Extracted material below:

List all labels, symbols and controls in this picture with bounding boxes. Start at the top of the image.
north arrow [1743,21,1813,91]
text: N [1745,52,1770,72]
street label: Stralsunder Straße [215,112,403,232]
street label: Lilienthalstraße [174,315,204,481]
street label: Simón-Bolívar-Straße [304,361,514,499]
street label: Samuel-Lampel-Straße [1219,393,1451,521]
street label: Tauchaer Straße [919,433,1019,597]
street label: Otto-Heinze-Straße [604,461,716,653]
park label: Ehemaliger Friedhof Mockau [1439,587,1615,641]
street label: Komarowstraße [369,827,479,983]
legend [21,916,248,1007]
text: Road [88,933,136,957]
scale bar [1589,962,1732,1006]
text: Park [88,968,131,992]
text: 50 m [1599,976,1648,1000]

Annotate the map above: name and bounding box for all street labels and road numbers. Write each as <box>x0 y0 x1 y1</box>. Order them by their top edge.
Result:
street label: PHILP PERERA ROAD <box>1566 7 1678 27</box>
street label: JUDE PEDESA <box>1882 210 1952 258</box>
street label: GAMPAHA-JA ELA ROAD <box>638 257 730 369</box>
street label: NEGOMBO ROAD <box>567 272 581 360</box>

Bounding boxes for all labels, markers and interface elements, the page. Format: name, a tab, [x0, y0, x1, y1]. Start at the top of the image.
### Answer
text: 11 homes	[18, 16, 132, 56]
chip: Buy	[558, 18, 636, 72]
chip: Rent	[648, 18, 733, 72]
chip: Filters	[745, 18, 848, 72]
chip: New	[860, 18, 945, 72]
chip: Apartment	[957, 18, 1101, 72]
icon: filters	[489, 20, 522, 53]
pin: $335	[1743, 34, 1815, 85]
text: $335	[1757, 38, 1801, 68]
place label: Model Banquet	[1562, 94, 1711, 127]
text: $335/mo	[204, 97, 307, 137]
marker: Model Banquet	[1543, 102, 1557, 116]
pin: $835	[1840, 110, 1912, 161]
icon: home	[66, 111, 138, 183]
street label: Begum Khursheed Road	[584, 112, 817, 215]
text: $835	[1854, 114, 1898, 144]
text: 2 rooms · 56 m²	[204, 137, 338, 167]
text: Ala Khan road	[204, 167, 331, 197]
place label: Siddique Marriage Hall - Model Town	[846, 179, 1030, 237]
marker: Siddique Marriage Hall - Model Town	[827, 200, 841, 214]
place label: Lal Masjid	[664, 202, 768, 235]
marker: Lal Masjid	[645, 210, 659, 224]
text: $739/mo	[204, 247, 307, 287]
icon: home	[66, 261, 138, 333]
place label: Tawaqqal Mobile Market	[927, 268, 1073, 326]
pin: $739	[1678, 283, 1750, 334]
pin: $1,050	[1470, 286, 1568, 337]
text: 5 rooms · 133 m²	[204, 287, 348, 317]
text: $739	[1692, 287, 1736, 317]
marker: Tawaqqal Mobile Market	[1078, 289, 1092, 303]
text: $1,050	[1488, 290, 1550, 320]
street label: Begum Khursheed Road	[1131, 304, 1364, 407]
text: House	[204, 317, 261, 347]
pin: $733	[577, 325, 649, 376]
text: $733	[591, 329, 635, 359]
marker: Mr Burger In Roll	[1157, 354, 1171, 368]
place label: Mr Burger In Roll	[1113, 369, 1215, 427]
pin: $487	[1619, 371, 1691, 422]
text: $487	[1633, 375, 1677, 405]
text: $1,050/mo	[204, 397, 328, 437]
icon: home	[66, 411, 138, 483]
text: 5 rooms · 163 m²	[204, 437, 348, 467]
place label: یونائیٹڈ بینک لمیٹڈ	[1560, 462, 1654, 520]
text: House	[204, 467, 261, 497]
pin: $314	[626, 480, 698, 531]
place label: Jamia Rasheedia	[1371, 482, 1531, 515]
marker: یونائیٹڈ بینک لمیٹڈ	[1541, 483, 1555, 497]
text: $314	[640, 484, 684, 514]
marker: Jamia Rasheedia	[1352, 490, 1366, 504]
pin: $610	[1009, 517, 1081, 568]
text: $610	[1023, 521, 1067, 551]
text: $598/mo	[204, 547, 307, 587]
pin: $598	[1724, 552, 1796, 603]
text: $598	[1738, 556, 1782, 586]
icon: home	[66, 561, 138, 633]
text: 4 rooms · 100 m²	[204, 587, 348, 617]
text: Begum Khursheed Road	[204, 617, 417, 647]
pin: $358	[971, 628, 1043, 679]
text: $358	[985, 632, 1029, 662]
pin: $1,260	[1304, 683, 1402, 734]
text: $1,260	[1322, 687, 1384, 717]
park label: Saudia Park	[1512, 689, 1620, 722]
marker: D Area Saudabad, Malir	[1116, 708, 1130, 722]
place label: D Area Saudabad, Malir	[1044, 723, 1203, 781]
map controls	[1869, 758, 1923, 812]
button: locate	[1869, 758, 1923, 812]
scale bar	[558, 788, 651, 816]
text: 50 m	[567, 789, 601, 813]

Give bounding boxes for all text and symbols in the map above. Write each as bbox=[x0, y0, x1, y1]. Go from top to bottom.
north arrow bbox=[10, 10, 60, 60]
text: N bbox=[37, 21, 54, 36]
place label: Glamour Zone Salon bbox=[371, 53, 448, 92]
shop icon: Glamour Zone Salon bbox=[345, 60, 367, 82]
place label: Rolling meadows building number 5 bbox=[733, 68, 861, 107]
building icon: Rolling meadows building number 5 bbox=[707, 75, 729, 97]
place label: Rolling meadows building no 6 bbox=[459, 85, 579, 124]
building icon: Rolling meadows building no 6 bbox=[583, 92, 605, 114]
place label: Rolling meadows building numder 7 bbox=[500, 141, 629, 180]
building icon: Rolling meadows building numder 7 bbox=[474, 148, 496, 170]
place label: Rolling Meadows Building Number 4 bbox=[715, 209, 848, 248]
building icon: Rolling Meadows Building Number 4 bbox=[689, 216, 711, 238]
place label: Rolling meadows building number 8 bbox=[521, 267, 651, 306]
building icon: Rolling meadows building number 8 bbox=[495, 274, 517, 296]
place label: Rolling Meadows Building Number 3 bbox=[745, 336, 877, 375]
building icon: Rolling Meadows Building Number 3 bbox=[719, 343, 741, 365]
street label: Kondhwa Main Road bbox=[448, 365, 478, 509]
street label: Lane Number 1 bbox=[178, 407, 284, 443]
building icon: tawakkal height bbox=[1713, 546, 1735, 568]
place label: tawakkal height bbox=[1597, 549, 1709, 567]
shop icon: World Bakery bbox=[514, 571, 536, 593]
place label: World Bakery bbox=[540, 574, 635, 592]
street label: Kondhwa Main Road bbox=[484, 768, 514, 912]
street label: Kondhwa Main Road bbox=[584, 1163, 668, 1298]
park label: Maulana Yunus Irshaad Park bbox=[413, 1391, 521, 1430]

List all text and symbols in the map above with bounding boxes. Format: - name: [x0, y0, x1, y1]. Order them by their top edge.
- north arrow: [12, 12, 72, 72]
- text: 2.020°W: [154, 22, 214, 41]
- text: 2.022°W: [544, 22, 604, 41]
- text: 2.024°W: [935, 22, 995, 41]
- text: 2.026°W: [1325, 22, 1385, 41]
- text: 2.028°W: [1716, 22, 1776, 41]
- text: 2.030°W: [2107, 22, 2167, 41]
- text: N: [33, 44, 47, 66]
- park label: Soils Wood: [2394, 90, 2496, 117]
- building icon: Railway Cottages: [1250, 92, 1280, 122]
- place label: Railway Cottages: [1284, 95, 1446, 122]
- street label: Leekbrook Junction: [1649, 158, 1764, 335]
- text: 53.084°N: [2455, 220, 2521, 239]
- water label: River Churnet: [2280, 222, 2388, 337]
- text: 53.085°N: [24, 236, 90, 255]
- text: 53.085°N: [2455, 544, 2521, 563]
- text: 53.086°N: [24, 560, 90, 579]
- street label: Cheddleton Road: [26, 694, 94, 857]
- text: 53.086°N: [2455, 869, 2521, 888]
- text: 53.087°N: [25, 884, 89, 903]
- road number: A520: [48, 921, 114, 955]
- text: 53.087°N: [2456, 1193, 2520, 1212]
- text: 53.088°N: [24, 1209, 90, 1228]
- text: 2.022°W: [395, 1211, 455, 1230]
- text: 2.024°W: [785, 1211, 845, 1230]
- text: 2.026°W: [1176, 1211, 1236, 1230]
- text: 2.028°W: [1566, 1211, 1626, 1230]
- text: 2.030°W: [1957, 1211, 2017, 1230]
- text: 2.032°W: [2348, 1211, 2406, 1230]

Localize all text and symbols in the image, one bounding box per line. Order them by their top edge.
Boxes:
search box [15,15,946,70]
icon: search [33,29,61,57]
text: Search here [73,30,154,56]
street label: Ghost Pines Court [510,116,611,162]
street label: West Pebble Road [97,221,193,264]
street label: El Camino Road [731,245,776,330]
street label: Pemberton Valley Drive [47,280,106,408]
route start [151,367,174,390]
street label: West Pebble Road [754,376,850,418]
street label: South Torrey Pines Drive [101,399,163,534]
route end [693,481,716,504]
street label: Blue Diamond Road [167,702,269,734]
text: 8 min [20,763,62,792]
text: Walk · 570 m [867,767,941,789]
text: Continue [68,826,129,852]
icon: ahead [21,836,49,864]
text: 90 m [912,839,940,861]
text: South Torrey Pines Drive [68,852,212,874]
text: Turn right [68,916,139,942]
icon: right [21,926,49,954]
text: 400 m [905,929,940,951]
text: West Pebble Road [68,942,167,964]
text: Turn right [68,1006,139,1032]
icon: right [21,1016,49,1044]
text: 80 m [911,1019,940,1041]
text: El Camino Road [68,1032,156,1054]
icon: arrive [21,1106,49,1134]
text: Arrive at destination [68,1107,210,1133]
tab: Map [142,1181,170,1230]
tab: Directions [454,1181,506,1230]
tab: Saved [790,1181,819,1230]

End of Extracted material.

_Requirement:_ Reproduce, exactly as they stand in the data above, the lines from the one that holds "Annotate the map" to the one that holds "Bounding boxes for all labels, markers", inclusive.

_Solution to the problem:_
Annotate the map above: name and bounding box for all street labels and road numbers. Write each as <box>x0 y0 x1 y1</box>. Order them by their top edge.
Result:
street label: PHILP PERERA ROAD <box>1566 7 1678 27</box>
street label: JUDE PEDESA <box>1882 210 1952 258</box>
street label: GAMPAHA-JA ELA ROAD <box>638 257 730 369</box>
street label: NEGOMBO ROAD <box>567 272 581 360</box>

Bounding boxes for all labels, markers and interface elements, the page. Format: name, a tab, [x0, y0, x1, y1]. Start at the top of the image.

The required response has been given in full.